THE BALLAD OF BERTIE BASSETT AND THE BISTO KIDS

This is the ballad of Bertie Bassett
And how he dealt with the Bisto Kids,
He rode into town to settle a score
And to see the woman he did adore.

He felt like settling down at last,
To put away his chequered past,
Mary was in his line of sight,
He hoped to see her this very night.

The Bisto Kids were on his list
riotous gamblers who carried arms,
Bertie now was on the prowl
And soon would face them cheek to jowl.

Meanwhile unbeknownst to them
A US marshall was on the train
Coming to put the kids in gaol,
For shooting and looting in Cripple Dale.

In the diamond X saloon
A poker game was starting up,
the Bisto Kids were always cheating,
The atmosphere was overheating.
Bertie was known for his licquorice log
And had his pick of womenfolk,
Now in the bar, his legs astride,
poor Mary nearly had a stroke.

The players all got up to leave,
as in strode the marshall, the place went quiet
all the drinkers began to burp
They thought it was old Wyatt Earp.

The Bisto Kids had pulled their guns
And theirs were not the only ones
Bertie held his weapons high
But Mary revealed a gartered thigh

Which drew old Bertie’s eyes away
when a bisto bullet hit his leg
but Billy had the quicker draw,
the Bistos fell upon the floor.

“Jack, Jack” a voice was heard,
“Jack, Jack, wake up, wake up !
You fell asleep and the dinner’s ready,
And what have you done to your favourite Teddy?

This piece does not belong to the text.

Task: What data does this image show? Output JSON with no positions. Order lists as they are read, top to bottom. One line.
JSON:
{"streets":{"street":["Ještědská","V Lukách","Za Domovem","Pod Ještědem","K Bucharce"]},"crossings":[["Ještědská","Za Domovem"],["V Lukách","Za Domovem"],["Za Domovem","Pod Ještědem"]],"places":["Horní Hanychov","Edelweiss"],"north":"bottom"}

Little Jack, just shy of ten
His allsorts box quite empty, then
As the smell of gravy came through the door
Said: “Mum, I’m not hungry anymore.”

My flirtation with poetry blossomed whilst working at the BBC. I had a poem published in the Breathru Magazine run by Ken Geering in the late sixties. It is only since semi-retiring from the music business that I ventured into live poetry reading, and am now a prolific writer of poetry. I tend to choose subject matter of a quirky or satirical aspect, often read with mimicked accents and dialects. I have had two pamphlets published by Dempsey and Windle and poems in anthologies by Paradox and Indigo Dreams.